Вернуться из подводного мира могут и похищенные водяным девушки, и особенно проклятые родителями: «Была у начальника девушка. Отдали водяному. Не вовремя возбранишь: он может унести»[1731]. Стоит произнести «неприятные слова», да еще в «неудобный час», около полуночи, как обруганную таким способом окружает во дворе какая-то невидимая сила, приводит к реке, где ее тянет в воду. (Кстати, этот мотив присутствует и в древнерусской литературе. Так, в повести Прокопия и Иоанна Устюжских о Соломонии бесноватой «девка Ярославка» была проклята матерью, которая «отдаде» ее бесам сразу после рождения[1732].)
При соблюдении соответствующих правил (молитва, подача милостыни как трансформация «относов») проклятую нередко удается вернуть назад. Особенно это возможно в свадебный период, когда, оказавшись в лиминальном состоянии, невеста находится на пороге между «тем» и «этим» мирами. В подобных случаях по сути дела разрабатывается та самая коллизия, которая ранее рассматривалась применительно к баеннику («невеста из бани»), домовому, лешему[1733] и которая служит знаком семантической общности данных персонажей. Из потустороннего мира девушка может явиться лишь однажды: «На карауле у солдата просила креста. Он не смел креста дать. Повесили крест на то место, где выходила девка, не бывала больше за крестом»[1734].
Посредством креста и магического круга можно удержать в «этом» мире даже русалку.

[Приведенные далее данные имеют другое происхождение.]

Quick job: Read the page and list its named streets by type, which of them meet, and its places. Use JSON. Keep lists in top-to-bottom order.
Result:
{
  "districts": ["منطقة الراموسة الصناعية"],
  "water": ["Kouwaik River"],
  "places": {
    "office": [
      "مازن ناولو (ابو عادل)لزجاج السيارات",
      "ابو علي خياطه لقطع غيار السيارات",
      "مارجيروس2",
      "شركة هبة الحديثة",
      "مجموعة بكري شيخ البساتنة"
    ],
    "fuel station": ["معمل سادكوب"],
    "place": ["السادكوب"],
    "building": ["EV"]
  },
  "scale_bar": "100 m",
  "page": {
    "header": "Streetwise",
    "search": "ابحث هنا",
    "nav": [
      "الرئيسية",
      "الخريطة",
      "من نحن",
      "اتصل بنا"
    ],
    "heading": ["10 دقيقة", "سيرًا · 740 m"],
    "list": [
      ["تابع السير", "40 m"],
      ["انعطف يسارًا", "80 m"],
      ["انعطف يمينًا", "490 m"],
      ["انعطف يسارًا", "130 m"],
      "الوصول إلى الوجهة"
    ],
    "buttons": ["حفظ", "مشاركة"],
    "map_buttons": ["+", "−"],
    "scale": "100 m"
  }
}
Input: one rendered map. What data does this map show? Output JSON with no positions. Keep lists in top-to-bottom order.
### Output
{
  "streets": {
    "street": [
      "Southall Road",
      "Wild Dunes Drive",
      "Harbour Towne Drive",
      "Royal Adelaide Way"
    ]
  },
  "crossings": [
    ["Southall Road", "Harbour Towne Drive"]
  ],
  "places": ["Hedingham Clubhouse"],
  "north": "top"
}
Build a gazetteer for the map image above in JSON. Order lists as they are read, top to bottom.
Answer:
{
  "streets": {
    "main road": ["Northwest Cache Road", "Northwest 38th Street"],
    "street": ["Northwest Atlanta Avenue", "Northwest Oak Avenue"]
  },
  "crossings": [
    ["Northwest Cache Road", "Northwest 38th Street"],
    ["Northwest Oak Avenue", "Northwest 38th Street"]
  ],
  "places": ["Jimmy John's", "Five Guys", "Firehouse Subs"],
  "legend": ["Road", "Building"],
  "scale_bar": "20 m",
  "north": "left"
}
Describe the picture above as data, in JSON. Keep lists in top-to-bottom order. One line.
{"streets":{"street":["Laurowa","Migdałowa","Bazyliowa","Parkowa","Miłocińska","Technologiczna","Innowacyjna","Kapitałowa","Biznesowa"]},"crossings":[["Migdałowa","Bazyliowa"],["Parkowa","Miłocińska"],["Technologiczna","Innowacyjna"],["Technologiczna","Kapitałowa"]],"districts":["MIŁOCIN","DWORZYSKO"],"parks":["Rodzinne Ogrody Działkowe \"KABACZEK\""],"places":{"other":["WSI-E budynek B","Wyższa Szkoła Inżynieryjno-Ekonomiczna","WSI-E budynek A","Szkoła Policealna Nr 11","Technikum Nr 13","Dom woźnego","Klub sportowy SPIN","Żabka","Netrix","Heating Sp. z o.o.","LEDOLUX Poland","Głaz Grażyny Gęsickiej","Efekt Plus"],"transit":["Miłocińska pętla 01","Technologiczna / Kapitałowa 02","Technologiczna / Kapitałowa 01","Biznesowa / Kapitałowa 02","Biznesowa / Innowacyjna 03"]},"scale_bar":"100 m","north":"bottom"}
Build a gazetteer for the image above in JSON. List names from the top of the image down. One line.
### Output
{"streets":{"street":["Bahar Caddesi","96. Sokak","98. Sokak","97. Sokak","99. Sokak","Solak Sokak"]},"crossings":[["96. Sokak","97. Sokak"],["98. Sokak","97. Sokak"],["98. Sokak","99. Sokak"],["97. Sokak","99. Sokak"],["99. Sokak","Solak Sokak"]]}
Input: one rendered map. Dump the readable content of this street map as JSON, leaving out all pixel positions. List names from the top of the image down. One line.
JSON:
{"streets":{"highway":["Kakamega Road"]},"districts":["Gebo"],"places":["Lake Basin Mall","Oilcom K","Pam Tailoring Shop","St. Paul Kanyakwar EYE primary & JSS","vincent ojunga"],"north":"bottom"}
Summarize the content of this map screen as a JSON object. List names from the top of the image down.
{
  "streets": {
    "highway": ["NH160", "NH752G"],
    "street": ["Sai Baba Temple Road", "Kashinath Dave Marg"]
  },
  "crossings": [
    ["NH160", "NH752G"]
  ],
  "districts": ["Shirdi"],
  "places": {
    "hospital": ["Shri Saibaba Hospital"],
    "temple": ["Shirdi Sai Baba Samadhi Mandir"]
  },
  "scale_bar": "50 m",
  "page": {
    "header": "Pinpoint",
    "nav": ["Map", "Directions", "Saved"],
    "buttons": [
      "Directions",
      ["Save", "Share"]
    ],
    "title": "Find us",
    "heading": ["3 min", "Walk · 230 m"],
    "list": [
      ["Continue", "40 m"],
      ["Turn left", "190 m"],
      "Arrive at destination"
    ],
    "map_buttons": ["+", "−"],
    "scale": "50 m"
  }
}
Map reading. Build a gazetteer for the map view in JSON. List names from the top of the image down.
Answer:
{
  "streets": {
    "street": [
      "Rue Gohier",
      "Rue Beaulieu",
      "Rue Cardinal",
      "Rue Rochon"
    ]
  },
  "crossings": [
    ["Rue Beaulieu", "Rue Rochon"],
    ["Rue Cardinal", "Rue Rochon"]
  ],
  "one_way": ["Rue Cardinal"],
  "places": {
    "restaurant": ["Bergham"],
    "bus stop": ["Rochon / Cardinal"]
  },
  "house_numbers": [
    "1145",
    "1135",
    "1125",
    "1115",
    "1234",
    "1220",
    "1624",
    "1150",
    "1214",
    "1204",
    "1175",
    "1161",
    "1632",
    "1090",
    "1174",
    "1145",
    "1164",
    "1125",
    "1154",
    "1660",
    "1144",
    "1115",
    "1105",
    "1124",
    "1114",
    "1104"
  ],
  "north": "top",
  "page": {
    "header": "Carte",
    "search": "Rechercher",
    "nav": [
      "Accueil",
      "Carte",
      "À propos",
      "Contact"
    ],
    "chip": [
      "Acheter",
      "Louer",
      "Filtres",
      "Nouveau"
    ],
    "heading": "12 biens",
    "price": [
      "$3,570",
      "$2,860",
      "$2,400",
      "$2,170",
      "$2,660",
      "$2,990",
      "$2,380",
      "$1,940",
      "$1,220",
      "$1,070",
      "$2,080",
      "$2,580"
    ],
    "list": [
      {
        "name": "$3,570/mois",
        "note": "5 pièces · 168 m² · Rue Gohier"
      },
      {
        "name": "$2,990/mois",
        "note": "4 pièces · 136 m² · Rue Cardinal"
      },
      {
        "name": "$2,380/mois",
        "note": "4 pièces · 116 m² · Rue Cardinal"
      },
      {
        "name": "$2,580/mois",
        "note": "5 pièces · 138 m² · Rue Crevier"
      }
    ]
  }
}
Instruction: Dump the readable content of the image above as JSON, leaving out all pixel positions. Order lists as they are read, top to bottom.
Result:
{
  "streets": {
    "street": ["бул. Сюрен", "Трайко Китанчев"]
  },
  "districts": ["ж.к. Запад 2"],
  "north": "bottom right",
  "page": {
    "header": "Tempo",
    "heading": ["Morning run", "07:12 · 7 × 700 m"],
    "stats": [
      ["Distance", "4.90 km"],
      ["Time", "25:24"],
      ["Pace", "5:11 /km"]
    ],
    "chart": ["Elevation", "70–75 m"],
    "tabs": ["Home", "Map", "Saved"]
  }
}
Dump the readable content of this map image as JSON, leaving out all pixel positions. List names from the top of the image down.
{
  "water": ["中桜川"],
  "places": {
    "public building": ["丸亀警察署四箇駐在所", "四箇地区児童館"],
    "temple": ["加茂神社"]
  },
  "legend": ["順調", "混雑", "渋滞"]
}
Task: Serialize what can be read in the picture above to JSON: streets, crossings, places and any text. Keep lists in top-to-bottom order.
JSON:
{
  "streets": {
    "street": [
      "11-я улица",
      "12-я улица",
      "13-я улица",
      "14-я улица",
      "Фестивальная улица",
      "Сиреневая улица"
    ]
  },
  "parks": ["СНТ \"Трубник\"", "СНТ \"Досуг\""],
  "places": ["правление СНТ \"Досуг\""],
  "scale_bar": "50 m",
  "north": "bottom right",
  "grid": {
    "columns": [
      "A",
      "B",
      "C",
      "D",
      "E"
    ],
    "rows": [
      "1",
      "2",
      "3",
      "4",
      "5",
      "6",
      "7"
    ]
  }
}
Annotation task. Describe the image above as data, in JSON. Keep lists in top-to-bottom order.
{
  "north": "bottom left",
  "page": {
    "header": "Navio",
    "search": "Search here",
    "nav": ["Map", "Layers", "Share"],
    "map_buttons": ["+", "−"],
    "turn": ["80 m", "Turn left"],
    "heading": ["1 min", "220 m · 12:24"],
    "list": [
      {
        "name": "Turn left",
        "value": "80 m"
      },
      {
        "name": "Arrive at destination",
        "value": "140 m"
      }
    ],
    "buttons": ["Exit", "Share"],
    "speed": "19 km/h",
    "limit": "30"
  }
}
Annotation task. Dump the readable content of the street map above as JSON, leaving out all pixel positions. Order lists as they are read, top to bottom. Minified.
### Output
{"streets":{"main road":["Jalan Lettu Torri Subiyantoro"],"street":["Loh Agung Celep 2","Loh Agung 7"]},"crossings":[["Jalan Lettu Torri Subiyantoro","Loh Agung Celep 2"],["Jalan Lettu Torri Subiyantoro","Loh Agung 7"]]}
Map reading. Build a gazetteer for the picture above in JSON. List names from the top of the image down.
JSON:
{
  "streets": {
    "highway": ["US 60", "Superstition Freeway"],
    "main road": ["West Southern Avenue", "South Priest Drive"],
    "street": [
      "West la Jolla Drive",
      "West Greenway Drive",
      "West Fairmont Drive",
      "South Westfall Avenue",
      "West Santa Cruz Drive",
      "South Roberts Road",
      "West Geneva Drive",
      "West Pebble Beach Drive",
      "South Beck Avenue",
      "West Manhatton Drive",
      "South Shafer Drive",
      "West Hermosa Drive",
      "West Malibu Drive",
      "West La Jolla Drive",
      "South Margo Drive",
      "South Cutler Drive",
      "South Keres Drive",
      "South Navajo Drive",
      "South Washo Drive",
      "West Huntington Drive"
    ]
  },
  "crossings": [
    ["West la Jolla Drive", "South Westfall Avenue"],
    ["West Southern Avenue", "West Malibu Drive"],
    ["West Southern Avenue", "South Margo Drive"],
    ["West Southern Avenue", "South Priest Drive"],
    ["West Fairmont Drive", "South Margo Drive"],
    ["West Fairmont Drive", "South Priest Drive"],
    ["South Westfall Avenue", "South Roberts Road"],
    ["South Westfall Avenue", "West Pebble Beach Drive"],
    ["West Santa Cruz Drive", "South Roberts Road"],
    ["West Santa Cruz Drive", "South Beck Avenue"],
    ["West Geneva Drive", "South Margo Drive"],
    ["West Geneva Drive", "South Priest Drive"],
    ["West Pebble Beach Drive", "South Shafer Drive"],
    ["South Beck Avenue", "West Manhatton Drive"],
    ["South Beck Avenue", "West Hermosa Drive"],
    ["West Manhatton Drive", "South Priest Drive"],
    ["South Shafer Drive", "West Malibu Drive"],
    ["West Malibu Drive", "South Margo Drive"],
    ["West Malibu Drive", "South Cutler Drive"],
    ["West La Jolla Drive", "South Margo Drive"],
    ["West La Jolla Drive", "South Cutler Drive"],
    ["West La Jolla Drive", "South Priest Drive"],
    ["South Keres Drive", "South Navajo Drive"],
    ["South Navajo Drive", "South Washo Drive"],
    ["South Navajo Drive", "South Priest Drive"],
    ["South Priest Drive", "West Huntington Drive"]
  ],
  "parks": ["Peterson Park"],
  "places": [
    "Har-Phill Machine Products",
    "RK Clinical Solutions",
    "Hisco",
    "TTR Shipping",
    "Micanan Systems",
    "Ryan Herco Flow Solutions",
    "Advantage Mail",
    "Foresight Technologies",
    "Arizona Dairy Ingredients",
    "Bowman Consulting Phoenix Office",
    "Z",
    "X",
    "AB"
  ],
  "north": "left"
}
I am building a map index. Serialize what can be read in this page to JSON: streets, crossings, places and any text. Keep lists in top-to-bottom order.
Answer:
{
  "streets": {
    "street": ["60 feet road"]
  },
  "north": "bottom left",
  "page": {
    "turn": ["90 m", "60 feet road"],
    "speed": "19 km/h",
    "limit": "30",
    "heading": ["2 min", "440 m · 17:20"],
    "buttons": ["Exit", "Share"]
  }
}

Но, в отличие от проклятых или посланных сгоряча к водяному, русалка не остается среди людей навсегда. Как только завершается соответствующий ей природный цикл (от одной Русальной недели до другой), она убегает в лес или просто исчезает бесследно.
Эквивалентом подобному похищению-возвращению служит в какой-то мере и заболевание-исцеление, маркированное образом водяного либо водой как его эманацией (микроэманацией). Согласно поверьям, к тому, кто утолит жажду ночью, до вставальной поры, вместе с ковшом воды может пристать и болезнь (водяная). Чтобы исцелиться, ходили просить прощения «не знаю, у водяного, или у кого там, или у лешего ли, в общем, у этой нечистой силы»[1735], которая, рассердившись на человека по той или иной причине, наслала на него вместе с водой порчу. Причем у водяного просили не только здоровья, но и красоты, привлекательности: «Водяной царь, водяная царица, дайте мне красоту, басоту, парням — сухоту»[1736]. О целебной силе воды, и особенно «живой», взятой в сакральное время, мы уже говорили при рассмотрении соответствующей функции баенника[1737]. Воду для лечения больного берут у водяных духов: «<…> царь водяной и царица водяная с малыми детьми, с приходящими гостями, благословите воды взять не ради хитрости, не ради мудрости, но ради добра и здоровья рабу Божию»[1738]. Тот факт, что здоровье человека находится полностью во власти духов-«хозяев», подтверждается и при анализе функций, принадлежащих другим персонажам мифологической прозы и заговоров. Вот почему для того, чтобы исцелиться, нередко обращались сразу ко всему сонму языческих божеств.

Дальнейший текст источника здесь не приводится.